A fiscal rule that prevents Russia from raising government spending reflects "old realities" and should be relaxed, Russian Economic Development Minister Alexei Ulyukayev said in an article published Monday.
Government expenditure in Russia is tied to long-term oil prices and borrowing is limited to 1 percent of gross domestic product. However, this system faces criticism at a time when the economy, hit by Western sanctions over Ukraine, risks entering recession.
"Now it is evident that this mechanism has ceased to satisfy us fully," Ulyukayev wrote in the daily newspaper Vedomosti.
"We have denied ourselves possibilities for stimulating the economy with the help of fiscal policy at a time when we are close to recession. When it is necessary to activate measures aimed at softening the negative consequences from the rise of geopolitical tensions," he wrote.
Ulyukayev's article is the latest salvo in a battle between fiscal conservatives, led by Finance Minister Anton Siluanov, and officials such as Ulyukayev who advocate using looser fiscal policy to boost economic growth.

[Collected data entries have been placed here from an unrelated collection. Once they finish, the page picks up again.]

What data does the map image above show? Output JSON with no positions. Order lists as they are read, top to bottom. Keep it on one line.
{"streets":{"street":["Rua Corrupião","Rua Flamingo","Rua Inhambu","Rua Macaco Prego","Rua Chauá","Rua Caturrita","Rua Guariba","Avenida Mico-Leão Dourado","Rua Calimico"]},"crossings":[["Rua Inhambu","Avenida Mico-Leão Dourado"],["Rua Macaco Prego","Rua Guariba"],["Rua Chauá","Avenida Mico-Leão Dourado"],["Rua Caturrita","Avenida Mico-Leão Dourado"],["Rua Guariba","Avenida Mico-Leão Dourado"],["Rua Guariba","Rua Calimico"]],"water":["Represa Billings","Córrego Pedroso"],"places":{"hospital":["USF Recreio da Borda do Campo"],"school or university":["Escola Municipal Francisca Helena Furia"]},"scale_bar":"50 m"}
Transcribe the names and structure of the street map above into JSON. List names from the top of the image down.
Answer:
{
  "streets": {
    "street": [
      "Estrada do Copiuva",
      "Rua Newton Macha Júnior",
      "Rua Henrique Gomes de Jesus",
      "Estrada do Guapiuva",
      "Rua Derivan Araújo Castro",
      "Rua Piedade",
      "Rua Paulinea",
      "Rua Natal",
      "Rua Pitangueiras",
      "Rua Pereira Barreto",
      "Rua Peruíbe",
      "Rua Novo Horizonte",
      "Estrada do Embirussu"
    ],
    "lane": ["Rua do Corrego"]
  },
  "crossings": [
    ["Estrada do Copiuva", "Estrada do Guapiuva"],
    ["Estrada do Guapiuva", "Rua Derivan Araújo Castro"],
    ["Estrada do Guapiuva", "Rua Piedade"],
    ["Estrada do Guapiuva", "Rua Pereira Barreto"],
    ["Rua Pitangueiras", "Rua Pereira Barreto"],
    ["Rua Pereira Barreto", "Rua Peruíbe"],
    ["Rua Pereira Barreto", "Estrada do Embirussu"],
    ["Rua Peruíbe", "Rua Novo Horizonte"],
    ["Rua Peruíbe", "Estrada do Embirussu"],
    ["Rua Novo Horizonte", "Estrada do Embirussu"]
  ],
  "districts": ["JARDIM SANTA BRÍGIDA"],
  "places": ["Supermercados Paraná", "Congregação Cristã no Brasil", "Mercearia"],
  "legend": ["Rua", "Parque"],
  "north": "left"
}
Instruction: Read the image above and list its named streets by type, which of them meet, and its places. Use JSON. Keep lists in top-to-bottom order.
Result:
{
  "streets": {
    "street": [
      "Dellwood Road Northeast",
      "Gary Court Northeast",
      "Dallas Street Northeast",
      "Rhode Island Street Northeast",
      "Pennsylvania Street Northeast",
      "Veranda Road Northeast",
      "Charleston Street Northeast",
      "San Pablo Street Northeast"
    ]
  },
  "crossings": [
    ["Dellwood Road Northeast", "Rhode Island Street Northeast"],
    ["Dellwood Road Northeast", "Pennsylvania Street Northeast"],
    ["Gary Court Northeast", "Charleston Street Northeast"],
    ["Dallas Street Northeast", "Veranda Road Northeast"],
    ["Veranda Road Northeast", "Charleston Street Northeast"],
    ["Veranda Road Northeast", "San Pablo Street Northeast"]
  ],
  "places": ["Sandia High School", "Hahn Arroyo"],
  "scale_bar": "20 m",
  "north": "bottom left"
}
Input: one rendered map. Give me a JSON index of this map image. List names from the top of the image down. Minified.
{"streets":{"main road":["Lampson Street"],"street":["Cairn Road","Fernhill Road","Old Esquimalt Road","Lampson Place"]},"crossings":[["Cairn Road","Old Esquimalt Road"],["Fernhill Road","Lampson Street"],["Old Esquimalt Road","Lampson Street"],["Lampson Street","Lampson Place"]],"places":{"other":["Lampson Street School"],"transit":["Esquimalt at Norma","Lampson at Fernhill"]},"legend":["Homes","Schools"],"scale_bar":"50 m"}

Official data released on Friday showed that the economy had contracted in annual terms in both July and June. This slowdown coincided with a surge in capital outflows and slumping investment, which analysts link to the Ukraine crisis and the impact of Western sanctions.
Western nations have imposed a range of sanctions on Russia over its role in Ukraine's conflict, with Moscow retaliating by banning a range of food imports from those countries.
Ulyukayev argued that if the deficit were raised to 2 percent of GDP, the Central Bank could help finance it through more active open market operations, increasing its balance sheet through the purchase of government bonds from banks.
Russia should also aim to raise more long-term debt finance from Asia, he argued. If the extra spending was aimed at reducing bottle-necks in "productive" sectors and infrastructure it would not be inflationary, he said.
Such views are likely to be opposed by the Finance Ministry, which argues that the existing caps on spending and borrowing should be retained given limited financing and the risk of falling oil prices that could hit budget revenues.